## WHAT IS REQUIRED
Your answer should be the lines of the data below that contain "small".

___ RAW DATA

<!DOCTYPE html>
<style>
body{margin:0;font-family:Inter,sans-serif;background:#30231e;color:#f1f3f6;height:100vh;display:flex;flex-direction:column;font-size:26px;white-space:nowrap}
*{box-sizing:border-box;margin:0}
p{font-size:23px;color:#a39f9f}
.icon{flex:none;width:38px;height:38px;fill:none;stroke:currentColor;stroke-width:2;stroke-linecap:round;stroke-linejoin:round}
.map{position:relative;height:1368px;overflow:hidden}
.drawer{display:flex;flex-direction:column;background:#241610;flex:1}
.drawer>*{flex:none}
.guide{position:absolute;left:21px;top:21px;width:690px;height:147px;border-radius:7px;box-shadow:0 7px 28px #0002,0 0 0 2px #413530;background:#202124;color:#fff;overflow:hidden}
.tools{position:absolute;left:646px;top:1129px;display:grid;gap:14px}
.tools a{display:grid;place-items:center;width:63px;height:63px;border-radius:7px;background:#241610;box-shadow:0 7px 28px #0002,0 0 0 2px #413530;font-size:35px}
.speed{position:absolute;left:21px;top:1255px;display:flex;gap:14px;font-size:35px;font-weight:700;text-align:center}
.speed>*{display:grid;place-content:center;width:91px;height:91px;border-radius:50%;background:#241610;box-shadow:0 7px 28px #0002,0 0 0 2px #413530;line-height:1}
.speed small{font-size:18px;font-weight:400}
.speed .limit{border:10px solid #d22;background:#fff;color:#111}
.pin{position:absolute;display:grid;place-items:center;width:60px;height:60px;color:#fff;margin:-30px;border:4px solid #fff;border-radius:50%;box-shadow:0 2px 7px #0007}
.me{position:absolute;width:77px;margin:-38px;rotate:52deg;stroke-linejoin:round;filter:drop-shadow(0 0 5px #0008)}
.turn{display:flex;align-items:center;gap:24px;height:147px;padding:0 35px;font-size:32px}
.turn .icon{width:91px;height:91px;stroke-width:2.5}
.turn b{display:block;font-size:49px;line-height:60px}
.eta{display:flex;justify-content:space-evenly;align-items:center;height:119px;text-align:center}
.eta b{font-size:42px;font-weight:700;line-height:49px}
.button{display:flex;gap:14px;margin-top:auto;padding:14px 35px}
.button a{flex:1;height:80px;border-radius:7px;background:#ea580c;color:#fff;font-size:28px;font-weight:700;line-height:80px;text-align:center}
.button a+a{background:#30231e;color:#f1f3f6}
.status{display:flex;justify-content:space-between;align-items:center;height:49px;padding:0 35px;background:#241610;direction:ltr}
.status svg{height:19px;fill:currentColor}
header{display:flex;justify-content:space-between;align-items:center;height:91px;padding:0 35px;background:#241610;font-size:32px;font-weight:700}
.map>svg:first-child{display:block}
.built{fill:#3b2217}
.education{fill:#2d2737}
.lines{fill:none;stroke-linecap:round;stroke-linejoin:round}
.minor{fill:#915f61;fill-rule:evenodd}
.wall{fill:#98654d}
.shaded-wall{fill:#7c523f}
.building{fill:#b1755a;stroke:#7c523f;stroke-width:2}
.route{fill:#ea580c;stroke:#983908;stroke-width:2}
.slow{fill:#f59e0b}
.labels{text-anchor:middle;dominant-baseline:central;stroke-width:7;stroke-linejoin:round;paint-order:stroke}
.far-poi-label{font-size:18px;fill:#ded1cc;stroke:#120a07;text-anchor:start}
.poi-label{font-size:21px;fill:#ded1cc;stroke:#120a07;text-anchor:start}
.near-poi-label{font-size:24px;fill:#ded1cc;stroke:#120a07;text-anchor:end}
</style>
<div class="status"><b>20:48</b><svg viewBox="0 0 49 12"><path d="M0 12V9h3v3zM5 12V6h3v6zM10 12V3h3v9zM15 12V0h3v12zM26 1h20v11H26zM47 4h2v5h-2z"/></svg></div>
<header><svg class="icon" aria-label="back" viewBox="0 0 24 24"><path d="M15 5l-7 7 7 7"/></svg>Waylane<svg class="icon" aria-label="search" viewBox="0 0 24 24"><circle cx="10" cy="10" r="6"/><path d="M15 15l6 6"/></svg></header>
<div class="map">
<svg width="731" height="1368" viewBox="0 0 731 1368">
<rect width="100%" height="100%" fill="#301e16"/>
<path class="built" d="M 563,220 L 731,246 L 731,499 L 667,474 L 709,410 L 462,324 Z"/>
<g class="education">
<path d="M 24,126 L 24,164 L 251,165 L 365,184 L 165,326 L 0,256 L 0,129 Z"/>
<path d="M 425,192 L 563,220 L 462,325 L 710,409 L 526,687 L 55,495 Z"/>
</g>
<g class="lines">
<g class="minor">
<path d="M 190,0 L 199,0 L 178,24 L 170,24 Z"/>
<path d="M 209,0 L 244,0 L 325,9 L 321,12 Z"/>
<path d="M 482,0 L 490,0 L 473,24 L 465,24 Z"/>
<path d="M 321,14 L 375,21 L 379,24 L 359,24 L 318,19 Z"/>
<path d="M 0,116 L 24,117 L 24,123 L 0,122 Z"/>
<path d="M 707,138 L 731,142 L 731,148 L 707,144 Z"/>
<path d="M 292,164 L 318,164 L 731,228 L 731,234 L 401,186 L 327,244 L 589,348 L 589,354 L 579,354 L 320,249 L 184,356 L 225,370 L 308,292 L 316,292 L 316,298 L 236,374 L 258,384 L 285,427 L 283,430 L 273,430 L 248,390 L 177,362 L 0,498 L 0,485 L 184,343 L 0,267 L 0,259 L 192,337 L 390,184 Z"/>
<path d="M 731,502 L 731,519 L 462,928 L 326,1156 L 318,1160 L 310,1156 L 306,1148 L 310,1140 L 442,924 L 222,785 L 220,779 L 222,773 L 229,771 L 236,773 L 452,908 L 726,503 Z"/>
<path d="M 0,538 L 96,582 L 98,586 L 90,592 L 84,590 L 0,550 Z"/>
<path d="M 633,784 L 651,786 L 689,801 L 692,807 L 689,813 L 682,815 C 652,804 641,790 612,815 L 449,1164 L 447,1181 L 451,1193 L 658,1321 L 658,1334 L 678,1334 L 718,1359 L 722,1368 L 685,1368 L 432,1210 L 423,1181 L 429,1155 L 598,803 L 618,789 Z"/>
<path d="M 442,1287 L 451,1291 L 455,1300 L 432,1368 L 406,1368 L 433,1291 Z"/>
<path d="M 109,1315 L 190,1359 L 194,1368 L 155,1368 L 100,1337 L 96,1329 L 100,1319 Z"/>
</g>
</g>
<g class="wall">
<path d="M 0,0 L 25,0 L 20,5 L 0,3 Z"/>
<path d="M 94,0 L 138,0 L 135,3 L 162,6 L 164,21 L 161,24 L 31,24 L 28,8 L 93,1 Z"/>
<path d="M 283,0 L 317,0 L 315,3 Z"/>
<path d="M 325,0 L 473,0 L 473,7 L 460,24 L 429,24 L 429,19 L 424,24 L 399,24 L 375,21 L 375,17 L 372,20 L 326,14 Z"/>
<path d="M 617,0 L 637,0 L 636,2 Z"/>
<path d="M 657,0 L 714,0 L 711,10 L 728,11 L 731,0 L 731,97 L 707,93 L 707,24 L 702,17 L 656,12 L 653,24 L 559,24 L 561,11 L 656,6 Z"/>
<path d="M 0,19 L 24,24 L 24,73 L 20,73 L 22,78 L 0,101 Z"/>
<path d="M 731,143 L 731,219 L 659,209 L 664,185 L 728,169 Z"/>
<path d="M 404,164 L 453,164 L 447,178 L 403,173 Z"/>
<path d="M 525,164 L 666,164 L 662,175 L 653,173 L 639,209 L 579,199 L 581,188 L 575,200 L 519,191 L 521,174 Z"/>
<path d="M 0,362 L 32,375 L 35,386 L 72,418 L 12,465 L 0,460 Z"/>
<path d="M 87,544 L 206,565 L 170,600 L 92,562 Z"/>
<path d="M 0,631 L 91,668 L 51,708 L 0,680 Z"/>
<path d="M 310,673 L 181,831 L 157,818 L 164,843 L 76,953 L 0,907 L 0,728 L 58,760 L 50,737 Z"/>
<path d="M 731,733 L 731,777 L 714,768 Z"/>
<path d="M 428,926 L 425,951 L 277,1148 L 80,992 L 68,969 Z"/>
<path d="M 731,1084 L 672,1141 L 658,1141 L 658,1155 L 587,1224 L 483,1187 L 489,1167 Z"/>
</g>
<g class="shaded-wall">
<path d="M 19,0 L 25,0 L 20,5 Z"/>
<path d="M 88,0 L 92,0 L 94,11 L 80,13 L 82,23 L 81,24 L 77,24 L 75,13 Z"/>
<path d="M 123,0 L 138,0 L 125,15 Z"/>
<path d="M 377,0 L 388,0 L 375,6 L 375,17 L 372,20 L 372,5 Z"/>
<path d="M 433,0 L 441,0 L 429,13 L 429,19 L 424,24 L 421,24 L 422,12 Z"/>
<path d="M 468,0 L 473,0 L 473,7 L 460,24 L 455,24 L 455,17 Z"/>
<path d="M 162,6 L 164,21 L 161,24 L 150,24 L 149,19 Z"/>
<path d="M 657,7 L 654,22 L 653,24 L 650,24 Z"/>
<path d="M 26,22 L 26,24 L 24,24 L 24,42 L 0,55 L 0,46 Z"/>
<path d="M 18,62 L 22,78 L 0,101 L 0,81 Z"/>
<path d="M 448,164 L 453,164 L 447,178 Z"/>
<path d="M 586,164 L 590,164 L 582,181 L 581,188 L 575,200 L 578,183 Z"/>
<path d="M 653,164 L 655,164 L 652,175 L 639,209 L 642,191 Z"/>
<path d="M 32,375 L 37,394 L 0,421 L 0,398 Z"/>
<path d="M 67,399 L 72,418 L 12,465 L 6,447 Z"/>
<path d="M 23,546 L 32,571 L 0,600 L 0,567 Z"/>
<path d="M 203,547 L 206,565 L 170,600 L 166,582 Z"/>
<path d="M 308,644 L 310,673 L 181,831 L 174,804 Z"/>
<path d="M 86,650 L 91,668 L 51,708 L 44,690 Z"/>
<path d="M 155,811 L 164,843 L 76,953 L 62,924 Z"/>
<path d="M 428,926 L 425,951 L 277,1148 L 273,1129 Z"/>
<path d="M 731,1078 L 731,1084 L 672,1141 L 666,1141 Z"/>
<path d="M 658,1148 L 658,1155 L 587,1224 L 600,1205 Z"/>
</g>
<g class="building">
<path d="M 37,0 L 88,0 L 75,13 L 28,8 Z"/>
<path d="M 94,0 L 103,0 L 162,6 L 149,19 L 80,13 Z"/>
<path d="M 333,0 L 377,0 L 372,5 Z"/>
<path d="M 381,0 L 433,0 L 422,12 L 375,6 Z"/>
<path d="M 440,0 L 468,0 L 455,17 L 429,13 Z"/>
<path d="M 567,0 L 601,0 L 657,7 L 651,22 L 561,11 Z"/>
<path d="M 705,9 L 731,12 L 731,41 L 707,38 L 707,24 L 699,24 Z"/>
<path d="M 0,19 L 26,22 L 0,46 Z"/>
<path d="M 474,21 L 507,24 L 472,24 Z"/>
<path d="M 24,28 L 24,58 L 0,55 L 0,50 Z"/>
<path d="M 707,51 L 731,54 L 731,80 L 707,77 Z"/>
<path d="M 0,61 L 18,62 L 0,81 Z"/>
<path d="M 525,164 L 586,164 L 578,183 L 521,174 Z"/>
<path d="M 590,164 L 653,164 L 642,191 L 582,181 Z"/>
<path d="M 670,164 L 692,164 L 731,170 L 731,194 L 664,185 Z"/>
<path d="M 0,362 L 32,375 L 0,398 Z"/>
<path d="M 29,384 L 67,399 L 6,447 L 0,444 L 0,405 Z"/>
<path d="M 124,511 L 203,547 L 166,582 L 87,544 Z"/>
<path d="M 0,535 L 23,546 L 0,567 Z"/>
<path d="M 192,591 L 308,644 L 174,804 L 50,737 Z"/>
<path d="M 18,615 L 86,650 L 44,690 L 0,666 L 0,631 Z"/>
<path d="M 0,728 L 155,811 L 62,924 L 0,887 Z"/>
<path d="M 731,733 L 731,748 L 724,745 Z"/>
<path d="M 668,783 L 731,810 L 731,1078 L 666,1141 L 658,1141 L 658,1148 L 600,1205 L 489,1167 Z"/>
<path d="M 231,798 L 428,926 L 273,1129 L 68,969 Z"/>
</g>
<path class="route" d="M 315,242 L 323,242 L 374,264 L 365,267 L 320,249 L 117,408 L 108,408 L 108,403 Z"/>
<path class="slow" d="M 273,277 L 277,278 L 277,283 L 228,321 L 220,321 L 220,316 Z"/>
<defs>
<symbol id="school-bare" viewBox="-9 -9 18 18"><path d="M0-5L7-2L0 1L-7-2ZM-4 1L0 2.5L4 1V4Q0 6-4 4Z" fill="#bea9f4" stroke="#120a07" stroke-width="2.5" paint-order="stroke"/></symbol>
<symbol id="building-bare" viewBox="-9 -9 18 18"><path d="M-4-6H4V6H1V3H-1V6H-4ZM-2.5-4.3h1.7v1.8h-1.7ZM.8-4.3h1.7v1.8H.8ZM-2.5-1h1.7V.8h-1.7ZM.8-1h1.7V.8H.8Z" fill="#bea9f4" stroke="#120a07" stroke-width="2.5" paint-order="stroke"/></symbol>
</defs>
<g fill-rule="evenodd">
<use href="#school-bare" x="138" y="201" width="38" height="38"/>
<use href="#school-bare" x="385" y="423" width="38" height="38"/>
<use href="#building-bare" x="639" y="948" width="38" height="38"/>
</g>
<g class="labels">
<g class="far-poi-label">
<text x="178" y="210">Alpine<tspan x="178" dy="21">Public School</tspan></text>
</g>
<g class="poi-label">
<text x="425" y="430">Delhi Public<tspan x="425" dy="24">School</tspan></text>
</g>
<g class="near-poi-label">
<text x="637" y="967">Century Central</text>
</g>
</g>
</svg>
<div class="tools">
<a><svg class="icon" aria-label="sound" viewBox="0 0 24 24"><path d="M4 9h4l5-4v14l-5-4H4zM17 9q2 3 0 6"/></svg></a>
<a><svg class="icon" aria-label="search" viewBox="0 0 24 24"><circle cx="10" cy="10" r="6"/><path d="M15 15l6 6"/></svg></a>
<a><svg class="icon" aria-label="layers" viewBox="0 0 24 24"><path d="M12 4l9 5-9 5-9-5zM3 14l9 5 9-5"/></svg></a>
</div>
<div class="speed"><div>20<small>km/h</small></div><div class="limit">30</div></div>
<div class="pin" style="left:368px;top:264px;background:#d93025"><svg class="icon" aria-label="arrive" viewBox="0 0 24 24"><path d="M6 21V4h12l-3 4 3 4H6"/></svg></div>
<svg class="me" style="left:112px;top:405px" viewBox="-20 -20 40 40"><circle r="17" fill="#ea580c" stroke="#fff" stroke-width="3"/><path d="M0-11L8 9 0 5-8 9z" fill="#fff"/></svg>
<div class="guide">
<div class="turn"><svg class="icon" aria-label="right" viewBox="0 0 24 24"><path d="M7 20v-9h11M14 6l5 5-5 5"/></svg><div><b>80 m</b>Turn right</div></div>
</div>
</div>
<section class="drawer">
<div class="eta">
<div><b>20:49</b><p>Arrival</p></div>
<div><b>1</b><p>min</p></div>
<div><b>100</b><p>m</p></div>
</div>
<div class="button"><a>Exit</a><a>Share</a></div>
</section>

______

## EXPECTED ANSWER
.speed small{font-size:18px;font-weight:400}
<div class="speed"><div>20<small>km/h</small></div><div class="limit">30</div></div>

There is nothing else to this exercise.